Iraq invasion triggers anger from Bahrain to Barcelona
Protests against the US-led war erupted around the world over the weekend.
AMMAN, JORDAN
The insistent beat of a new hit single is blaring into the streets of Arab capitals these days, voicing the anger felt by most ordinary people in the Middle East against the war in Iraq.
"Enough, enough, enough," the chorus rings out from music stores in Amman and taxis in Cairo, as the popular Egyptian singer Shaban Abdel Rahim lists the sorrows of the Muslim world: "Chechnya, Afghanistan, Palestine, Golan Heights, and now Iraq as well. Enough."
The song, called "Attacking Iraq," sums up the popular mood in the Arab world. "He is talking like us and to us. He knows what we care about," says Cairo taxi driver Mohammed Sharkawi.
That mood spilled over into demonstrations across the Middle East over the weekend, with protests erupting from Bahrain to Jordan that nervous governments tried hard to contain. Two demonstrators and a policeman were killed in Yemen, and another demonstrator died in Sudan, while police in Jordan and Egypt used water cannon, tear gas, and clubs to disperse protesters.
Rallies gathered opponents of the war farther afield too, as hundreds of thousands of people from Sydney to London vented their feelings on placards such as one that a demonstrator in Paris carried, declaring "Bush - Murderer." Protests were held in most European capitals, with at least 200,000 demonstrators in London alone.
Still, in Britain, as in America, a "rally round the troops" effect has boosted support for the war. Opinion surveys published yesterday showed a majority of Britons now back Prime Minister Tony Blair, the US's chief ally in the Iraq campaign. In the Sunday Times newspaper, a YouGov poll showed 56 percent now thought the US and Britain were right to take military action, with 36 percent opposed. In the previous YouGov poll before the war, the numbers were almost exactly the reverse, with 36 percent for the US-British action and 57 percent against.
The antiwar protests Saturday were smaller than they had been a month ago, when some of the largest demonstrations in history pulled millions worldwide. "There is a certain resignation or fatalism" now that the war has actually begun, says Andrew Burgin, an organizer of the Stop the War Coalition in London. "But if the war continues, we will demonstrate again."
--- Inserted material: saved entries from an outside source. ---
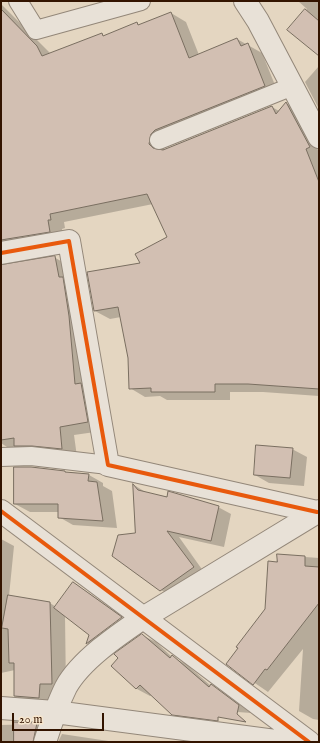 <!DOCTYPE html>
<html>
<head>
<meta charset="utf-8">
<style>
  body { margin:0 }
  #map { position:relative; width:320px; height:743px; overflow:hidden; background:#e4d6c1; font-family:"IM FELL English",serif }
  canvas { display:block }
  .frame { position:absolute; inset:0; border:2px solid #331400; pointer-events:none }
  .scale { position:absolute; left:12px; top:713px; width:92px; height:18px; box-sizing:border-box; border:2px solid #331400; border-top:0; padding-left:5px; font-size:12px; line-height:14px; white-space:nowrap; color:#331400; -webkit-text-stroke:3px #f7e6cd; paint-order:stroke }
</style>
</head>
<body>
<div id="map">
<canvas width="320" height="743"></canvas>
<div class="frame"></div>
<div class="scale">20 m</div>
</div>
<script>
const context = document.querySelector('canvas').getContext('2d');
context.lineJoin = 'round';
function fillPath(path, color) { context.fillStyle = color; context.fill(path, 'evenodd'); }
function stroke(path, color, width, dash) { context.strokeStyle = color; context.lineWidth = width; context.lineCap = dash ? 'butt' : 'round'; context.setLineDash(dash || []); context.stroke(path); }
fillPath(new Path2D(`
  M298,1H319V55L289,30L307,9Z
  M1,4L52,55L96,43L171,13L186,22L199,55L237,39L262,53L279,95L165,142L164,150L272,107L279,111L286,103L301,111L310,128L319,153V396L263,392H230V400H167L160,396L145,397L130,388L129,358L121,317L110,319L95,311L88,273L141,263L168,237L153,204L64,222L65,228L62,229L64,240L4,258L3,265L54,257L69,266L102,431L74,435L77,457L30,454L18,447L10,449L1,443Z
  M319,66V109L305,82Z
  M292,449L307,457L304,486L269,483L255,475Z
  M64,471L68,474L89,475L103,483V486L112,491L117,528L73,525L59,517V512H30L15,504Z
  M134,485L147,493L218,507L231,514L224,547L179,537L206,575L174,598L161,590L136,534Z
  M1,539L14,546L9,596L50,603L56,607L74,583L122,616L93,637L95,638L124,617L135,626L101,651L87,643L90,634L65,615L66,692L53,706L30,704L15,696V670L1,673Z
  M278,555L319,558V720L313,719L299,711L303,649L268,692L227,664L266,609Z
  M142,635L156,642L172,657L186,664L211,686L224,693L251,713L211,710L209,725L187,722L173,714L152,695L150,696L137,689L112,665Z
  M37,724L51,732L49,742H1V725Z
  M62,734L115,742H58Z`), '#0003');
const building = new Path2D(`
  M1,9L37,46L42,56L102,33L103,36L137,22L138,25L171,12L189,58L237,38L241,46L248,43L265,86L155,130L151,134L149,144L153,148L163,150L272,106L276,114L286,102L310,147L306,149L319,182V389L248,384H215V392H151V388L129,389L128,358L118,307L94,311L87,272L140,263L135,254L167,237L147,194L50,214L51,220H48L50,232L1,240Z
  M305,9L319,21V56L287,30Z
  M55,256L59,277H63L69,316L75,384L81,383L88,422L60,427L62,449L32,446H14V438L1,440V265Z
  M256,445L293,448L290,478L254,475Z
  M14,467H31L65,471V472L89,474L88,481L97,482L103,521L58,518V504H14Z
  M133,484L138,490L167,497L168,491L219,506L211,541L167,531L194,567L160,591L112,556L118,535L135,533Z
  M277,554L305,556V566L319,567V603L267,670L265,669L253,685L226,664L238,648L236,647L265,609L268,561L277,562Z
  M73,582L122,617L86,644L89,635L54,608Z
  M8,595L50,602L52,684H40L39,698L14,696V663H9L8,629L2,628Z
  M142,634L170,658L172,655L209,687L211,684L239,705L237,714L246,722L218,717V721L172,715L140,685L136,689L111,666L118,658L114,654Z
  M14,722L37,723L33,742H14Z`);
fillPath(building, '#d2bfb2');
stroke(building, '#796e60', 1);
const service = new Path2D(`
  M18,1L36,30L141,1
  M159,140L293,86
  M1,457L31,456L108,465`);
const minor = new Path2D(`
  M245,1L258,21L319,137
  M1,253L69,241L108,465L317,512
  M1,511L309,742
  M1,708L55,712L283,742
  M45,742C51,723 57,705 66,687C81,660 118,635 143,618L319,511`);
stroke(service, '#938779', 20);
stroke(minor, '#938779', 24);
stroke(service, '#e8e1d7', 18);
stroke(minor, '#e8e1d7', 22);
stroke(new Path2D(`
  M1,253L69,241L108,465L317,512
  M1,511L309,742`), '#e8590c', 4);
</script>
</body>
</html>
In most countries, protesters targeted obvious US symbols such as American embassies and consulates. Several official US buildings were closed around the Gulf region while they considered the security situation, and in Jakarta, the US State Department warned Americans again to consider leaving Indonesia. McDonald's restaurants also came under attack, with smashed windows and invasions in Oslo; Strasbourg and Lyon, France; and London, while demonstrators in Surabaya, Indonesia's second-largest city, managed to shut one McDonald's outlet.
"America wants to control the whole world, and that's not right," said law student Mohammed Ahmed after a demonstration in Cairo. "We don't like the American government, but do we go try to topple it?"
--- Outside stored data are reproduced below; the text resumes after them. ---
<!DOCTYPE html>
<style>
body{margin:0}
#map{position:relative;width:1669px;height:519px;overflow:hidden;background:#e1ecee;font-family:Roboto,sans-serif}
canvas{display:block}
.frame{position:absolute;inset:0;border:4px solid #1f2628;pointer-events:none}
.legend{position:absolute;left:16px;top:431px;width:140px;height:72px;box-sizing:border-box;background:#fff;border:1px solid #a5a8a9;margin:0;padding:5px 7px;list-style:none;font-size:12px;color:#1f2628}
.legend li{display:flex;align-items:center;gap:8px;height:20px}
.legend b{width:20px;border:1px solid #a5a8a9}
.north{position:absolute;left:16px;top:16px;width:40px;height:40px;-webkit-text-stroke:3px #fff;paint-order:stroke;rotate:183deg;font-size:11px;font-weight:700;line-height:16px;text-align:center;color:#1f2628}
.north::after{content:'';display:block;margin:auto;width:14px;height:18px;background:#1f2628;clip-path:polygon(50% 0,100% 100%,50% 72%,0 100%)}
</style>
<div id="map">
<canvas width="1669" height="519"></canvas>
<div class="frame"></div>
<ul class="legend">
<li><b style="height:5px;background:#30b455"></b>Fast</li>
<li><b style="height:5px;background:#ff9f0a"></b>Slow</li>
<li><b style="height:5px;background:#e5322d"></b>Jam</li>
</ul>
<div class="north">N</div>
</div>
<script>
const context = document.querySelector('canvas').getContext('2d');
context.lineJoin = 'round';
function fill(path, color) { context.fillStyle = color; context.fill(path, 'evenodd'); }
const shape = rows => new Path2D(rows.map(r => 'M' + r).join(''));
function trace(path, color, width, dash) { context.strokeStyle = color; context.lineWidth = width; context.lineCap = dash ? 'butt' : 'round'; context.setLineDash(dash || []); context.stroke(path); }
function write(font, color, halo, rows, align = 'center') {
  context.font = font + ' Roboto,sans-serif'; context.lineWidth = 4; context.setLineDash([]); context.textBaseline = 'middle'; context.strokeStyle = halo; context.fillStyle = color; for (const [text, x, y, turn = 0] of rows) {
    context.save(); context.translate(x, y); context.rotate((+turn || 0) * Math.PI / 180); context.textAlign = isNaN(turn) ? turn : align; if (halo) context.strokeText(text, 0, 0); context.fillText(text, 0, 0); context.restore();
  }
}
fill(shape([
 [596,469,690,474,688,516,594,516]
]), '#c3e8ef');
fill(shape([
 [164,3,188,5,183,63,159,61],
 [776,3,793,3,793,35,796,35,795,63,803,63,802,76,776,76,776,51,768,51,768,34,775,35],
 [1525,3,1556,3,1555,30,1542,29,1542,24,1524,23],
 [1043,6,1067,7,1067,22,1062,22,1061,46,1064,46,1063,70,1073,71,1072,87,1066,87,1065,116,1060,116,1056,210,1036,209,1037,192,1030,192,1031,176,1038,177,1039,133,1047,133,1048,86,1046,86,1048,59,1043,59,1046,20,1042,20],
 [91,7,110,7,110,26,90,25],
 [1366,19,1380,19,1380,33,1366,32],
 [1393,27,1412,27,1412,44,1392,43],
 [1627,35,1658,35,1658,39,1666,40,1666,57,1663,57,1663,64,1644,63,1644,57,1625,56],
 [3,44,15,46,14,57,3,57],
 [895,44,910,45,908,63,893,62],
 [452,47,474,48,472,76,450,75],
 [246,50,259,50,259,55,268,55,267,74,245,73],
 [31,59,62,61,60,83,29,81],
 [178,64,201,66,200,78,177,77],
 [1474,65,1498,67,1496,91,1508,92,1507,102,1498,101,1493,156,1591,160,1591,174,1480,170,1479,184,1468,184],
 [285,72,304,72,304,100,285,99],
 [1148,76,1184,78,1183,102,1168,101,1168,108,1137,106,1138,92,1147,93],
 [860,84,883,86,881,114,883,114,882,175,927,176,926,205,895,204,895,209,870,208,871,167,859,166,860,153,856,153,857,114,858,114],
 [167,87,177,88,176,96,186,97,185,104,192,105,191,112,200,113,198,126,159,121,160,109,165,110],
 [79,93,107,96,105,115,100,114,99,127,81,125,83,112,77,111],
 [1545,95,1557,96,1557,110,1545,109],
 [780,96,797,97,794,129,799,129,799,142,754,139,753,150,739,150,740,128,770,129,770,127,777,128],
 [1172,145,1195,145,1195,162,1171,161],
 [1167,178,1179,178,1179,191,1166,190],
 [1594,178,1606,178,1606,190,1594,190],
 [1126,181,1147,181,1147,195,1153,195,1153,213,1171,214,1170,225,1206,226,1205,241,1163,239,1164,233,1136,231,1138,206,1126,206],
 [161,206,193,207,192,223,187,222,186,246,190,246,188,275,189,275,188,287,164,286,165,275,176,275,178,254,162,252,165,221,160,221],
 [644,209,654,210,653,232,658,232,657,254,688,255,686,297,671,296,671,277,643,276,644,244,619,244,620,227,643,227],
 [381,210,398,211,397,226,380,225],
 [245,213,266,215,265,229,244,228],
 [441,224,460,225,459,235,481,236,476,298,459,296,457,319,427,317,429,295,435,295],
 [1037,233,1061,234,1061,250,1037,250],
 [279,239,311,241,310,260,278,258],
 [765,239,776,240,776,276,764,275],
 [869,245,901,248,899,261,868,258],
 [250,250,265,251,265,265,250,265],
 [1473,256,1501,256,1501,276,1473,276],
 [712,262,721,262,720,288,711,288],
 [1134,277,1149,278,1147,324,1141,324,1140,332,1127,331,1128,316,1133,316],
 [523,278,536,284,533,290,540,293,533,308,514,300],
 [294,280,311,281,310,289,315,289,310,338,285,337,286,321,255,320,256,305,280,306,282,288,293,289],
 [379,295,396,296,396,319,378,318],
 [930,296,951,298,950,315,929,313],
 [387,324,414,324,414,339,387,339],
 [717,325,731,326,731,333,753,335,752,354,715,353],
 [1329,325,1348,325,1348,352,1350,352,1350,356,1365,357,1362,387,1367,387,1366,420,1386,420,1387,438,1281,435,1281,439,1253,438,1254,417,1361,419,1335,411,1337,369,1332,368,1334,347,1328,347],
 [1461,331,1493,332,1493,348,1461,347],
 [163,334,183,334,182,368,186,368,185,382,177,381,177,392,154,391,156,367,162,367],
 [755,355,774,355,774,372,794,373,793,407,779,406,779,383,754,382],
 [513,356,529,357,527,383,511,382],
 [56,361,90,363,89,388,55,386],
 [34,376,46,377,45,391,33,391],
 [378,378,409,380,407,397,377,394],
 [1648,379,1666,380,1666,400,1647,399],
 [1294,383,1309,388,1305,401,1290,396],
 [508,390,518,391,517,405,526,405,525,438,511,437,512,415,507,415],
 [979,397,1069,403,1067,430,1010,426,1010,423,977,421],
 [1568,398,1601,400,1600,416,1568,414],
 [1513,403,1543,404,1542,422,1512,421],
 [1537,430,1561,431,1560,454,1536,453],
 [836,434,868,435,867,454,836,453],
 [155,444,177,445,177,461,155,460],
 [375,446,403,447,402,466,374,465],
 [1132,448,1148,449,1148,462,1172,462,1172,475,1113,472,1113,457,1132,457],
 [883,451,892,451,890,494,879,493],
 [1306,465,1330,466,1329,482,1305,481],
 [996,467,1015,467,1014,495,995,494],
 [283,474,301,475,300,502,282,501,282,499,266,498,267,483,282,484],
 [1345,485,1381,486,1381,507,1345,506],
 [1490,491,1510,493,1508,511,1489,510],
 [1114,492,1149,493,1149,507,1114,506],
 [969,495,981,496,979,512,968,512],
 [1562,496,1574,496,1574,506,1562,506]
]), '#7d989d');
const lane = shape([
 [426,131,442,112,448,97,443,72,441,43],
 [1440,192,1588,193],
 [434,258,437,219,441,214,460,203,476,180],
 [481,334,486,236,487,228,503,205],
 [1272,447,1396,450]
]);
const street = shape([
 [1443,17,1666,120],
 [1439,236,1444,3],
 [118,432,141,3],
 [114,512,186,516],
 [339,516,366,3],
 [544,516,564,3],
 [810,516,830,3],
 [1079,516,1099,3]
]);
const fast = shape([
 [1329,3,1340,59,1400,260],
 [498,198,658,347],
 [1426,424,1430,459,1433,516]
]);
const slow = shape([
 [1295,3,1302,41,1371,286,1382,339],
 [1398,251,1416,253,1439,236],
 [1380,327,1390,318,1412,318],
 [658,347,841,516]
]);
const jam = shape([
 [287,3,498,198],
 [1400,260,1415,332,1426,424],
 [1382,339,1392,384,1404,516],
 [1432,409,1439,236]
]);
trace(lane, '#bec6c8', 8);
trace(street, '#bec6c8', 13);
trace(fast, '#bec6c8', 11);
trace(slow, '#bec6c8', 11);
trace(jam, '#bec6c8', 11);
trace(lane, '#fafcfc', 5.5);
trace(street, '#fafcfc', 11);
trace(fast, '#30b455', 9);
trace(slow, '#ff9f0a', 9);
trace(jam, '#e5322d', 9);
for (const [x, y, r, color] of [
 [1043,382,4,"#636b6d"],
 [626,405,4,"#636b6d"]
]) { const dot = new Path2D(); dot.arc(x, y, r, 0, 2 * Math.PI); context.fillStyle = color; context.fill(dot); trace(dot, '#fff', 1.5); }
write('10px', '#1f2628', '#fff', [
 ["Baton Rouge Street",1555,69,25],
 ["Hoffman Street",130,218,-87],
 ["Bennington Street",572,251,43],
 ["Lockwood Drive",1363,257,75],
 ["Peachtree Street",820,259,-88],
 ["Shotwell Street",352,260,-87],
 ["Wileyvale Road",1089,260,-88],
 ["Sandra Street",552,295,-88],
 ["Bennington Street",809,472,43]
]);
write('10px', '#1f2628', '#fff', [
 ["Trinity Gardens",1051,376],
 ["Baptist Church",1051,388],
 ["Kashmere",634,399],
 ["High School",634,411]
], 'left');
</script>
In Europe, protest organizers said they were trying to raise a larger issue. "This is a crisis of representative democracy," says Mr. Burgin. "How is it possible that when a majority of people are consistently opposed to a course of action, that course of action goes ahead anyway?"
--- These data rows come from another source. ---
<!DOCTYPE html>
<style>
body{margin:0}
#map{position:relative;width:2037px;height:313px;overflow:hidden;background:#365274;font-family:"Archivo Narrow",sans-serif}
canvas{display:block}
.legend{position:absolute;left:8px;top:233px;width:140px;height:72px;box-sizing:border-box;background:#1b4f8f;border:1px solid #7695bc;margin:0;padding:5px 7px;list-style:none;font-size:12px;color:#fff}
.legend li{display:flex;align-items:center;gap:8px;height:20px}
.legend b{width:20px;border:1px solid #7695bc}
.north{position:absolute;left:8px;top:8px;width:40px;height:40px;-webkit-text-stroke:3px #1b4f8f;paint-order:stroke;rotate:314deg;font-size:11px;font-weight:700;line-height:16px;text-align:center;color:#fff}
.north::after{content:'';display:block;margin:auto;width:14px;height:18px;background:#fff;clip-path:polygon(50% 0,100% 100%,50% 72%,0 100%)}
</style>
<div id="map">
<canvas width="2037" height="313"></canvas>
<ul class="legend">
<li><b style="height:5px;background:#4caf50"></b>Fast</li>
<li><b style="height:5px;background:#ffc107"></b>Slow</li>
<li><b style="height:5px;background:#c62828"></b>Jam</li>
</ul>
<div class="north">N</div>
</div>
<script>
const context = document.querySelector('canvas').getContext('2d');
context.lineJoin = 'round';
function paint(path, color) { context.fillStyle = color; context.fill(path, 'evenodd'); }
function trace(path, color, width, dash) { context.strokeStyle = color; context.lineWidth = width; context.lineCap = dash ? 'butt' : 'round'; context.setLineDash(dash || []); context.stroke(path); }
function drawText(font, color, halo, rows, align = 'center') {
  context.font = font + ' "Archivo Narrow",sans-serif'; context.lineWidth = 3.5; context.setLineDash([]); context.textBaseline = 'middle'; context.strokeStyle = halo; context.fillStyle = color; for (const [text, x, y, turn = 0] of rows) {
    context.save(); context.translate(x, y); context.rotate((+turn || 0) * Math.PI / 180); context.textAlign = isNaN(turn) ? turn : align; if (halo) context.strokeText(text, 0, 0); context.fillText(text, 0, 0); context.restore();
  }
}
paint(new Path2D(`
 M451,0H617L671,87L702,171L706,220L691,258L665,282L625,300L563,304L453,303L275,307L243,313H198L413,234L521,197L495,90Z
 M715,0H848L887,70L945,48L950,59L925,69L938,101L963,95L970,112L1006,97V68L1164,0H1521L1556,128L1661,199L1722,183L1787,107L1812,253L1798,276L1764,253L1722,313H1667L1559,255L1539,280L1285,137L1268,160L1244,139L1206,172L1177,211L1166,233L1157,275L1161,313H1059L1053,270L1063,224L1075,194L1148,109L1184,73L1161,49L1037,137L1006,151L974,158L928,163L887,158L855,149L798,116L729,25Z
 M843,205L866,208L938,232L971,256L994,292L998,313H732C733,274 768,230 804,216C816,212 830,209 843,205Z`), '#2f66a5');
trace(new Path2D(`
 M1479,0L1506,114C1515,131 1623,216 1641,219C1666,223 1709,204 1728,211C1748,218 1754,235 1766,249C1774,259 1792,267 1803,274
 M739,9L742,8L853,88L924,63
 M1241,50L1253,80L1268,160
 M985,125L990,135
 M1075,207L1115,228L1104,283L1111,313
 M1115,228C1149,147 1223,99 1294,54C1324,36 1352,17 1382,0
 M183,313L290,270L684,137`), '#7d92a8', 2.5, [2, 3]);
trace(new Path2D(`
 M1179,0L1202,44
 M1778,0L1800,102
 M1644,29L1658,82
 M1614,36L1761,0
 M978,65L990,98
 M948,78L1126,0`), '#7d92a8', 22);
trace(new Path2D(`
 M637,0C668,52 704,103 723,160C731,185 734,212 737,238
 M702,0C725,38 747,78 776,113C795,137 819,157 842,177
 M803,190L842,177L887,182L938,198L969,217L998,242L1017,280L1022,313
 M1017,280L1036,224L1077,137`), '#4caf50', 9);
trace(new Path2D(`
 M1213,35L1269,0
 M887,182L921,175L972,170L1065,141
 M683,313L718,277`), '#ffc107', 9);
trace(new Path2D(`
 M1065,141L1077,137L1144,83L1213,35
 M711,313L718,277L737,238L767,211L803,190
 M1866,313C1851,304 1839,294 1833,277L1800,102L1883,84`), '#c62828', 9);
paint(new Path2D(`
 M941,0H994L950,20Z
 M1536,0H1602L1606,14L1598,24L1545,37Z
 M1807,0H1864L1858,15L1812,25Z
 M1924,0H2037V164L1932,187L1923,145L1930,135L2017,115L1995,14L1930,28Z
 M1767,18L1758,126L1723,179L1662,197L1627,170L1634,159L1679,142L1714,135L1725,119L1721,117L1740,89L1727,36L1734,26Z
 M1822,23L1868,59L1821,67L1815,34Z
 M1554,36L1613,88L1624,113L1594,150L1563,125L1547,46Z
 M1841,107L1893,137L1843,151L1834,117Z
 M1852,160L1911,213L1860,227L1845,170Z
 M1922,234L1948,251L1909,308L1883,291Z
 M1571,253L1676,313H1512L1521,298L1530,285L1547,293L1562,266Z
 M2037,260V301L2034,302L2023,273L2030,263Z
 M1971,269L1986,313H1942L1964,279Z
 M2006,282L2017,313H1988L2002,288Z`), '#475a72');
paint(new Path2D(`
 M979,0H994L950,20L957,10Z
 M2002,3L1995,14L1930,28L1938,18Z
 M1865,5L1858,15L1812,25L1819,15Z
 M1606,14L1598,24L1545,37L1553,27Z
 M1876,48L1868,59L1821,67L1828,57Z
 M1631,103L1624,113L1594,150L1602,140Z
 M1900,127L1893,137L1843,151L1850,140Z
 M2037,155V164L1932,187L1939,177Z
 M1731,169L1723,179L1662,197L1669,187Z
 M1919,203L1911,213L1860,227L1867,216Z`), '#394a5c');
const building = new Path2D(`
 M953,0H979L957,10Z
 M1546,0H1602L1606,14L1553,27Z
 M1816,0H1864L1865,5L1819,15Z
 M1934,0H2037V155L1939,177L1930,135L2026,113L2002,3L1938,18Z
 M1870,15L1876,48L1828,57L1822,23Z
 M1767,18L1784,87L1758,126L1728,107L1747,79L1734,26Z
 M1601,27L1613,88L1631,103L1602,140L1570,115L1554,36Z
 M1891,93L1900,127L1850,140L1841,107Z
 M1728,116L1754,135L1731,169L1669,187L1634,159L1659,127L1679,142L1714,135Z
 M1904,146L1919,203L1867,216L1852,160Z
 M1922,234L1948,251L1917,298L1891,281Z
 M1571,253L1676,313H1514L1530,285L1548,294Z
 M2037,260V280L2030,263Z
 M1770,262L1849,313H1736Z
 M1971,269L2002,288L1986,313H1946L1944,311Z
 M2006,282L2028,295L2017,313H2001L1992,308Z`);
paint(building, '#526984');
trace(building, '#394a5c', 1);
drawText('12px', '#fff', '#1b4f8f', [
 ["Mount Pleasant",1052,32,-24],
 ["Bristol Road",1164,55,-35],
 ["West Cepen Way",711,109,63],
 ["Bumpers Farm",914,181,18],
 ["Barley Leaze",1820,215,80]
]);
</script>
In the Islamic world, many people see the crisis in more immediate terms.
"This is not a war against Iraq - it's against Islam," read one placard at a Cairo protest.
"When you threaten one Muslim, you threaten all of us," says Aziz Prihartono, an accounting student in a group of protesters shouting "America-terrorist" outside the US Embassy in Jakarta.
"The bombing and violence we are seeing on satellite TV should stir the ire of every Arab who sees it," said Amr Moussa, secretary- general of the Arab League.
A number of governments in Muslim countries, especially those friendly to the US, tried over the weekend to defuse the tension in their societies by expressing their understanding of popular sentiments.
In Indonesia, where the government of secular President Megawati Sukarnoputri has roundly condemned the US-led invasion of Iraq, top ministers have attended some of the daily demonstrations in Jakarta.
"I know the pain and anger you are feeling because of the suffering and ordeal that the Iraqi people are facing," Jordanian King Abdullah said in a televised address to the nation on Friday night. "I share the feelings of every one of you.... As for the demonstration of our feelings ... it has to be expressed in a civilized manner," he added.
So far, this approach has kept most protests focused on the US, rather than on local governments' ties to Washington: Several thousand US troops are stationed in Jordan, and Egypt has allowed overflight rights to US warplanes. But at one demonstration in Cairo, protesters tore down a poster of President Hosni Mubarak in a rare public show of anger at the authorities.
Saudi Foreign Minister Prince Saud al-Faisal told reporters he hoped Arab anger could be calmed so long as "you prove that this is not an occupation [of Iraq], that this is not in search of exploitation of the resources of the region, it is not a hegemonistic effort to redesign the region in the image of the West." Prince Faisal called for an immediate suspension of hostilities, a call echoed by several governments in the region as Arab foreign ministers prepared for an emergency session in Cairo.
King Abdullah of Jordan told his cabinet Saturday, "We must look for any solution to stop the war," the government news agency reported; and Egyptian Information Minister Safwat Sharif said on television that Mr. Mubarak had called for a cease-fire in a phone conversation with President Bush.
• Danna Harman in Cairo, Dan Murphy in Jakarta, and wire services contributed to this report.